(Collected data entries)

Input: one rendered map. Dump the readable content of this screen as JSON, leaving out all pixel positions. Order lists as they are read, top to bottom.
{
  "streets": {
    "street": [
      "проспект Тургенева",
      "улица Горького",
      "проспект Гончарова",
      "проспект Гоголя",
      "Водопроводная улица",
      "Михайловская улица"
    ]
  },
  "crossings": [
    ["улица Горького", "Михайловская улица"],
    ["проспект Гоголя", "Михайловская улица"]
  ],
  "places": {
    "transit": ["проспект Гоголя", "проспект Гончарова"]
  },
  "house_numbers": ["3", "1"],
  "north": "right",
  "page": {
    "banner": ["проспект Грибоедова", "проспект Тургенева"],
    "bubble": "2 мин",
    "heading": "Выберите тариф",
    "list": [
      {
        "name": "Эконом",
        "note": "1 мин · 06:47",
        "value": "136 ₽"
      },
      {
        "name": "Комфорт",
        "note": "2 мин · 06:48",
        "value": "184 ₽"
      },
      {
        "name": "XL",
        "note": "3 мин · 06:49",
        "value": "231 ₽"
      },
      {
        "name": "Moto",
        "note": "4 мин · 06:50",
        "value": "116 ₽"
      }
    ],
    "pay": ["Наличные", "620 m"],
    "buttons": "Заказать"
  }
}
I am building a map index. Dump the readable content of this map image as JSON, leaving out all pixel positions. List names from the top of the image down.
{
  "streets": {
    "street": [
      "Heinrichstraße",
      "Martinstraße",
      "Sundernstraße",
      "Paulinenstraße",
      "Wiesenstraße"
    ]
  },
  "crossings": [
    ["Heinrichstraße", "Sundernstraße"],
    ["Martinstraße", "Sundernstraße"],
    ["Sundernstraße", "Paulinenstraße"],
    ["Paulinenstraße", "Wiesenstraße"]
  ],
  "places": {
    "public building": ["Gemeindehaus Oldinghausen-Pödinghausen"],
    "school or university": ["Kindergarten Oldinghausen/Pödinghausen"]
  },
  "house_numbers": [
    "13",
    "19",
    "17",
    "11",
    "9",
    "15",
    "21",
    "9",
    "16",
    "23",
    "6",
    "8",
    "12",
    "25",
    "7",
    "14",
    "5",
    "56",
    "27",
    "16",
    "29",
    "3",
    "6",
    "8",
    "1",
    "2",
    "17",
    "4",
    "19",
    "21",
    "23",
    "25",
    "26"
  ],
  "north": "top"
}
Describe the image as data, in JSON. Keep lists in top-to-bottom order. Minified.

» Exercise objective
Write out the records in full, word for word.

» Answer box
Input: one rendered map. Dump the readable content of this screen as JSON, leaving out all pixel positions. Order lists as they are read, top to bottom.
{
  "streets": {
    "street": [
      "проспект Тургенева",
      "улица Горького",
      "проспект Гончарова",
      "проспект Гоголя",
      "Водопроводная улица",
      "Михайловская улица"
    ]
  },
  "crossings": [
    ["улица Горького", "Михайловская улица"],
    ["проспект Гоголя", "Михайловская улица"]
  ],
  "places": {
    "transit": ["проспект Гоголя", "проспект Гончарова"]
  },
  "house_numbers": ["3", "1"],
  "north": "right",
  "page": {
    "banner": ["проспект Грибоедова", "проспект Тургенева"],
    "bubble": "2 мин",
    "heading": "Выберите тариф",
    "list": [
      {
        "name": "Эконом",
        "note": "1 мин · 06:47",
        "value": "136 ₽"
      },
      {
        "name": "Комфорт",
        "note": "2 мин · 06:48",
        "value": "184 ₽"
      },
      {
        "name": "XL",
        "note": "3 мин · 06:49",
        "value": "231 ₽"
      },
      {
        "name": "Moto",
        "note": "4 мин · 06:50",
        "value": "116 ₽"
      }
    ],
    "pay": ["Наличные", "620 m"],
    "buttons": "Заказать"
  }
}
I am building a map index. Dump the readable content of this map image as JSON, leaving out all pixel positions. List names from the top of the image down.
{
  "streets": {
    "street": [
      "Heinrichstraße",
      "Martinstraße",
      "Sundernstraße",
      "Paulinenstraße",
      "Wiesenstraße"
    ]
  },
  "crossings": [
    ["Heinrichstraße", "Sundernstraße"],
    ["Martinstraße", "Sundernstraße"],
    ["Sundernstraße", "Paulinenstraße"],
    ["Paulinenstraße", "Wiesenstraße"]
  ],
  "places": {
    "public building": ["Gemeindehaus Oldinghausen-Pödinghausen"],
    "school or university": ["Kindergarten Oldinghausen/Pödinghausen"]
  },
  "house_numbers": [
    "13",
    "19",
    "17",
    "11",
    "9",
    "15",
    "21",
    "9",
    "16",
    "23",
    "6",
    "8",
    "12",
    "25",
    "7",
    "14",
    "5",
    "56",
    "27",
    "16",
    "29",
    "3",
    "6",
    "8",
    "1",
    "2",
    "17",
    "4",
    "19",
    "21",
    "23",
    "25",
    "26"
  ],
  "north": "top"
}
Describe the image as data, in JSON. Keep lists in top-to-bottom order. Minified.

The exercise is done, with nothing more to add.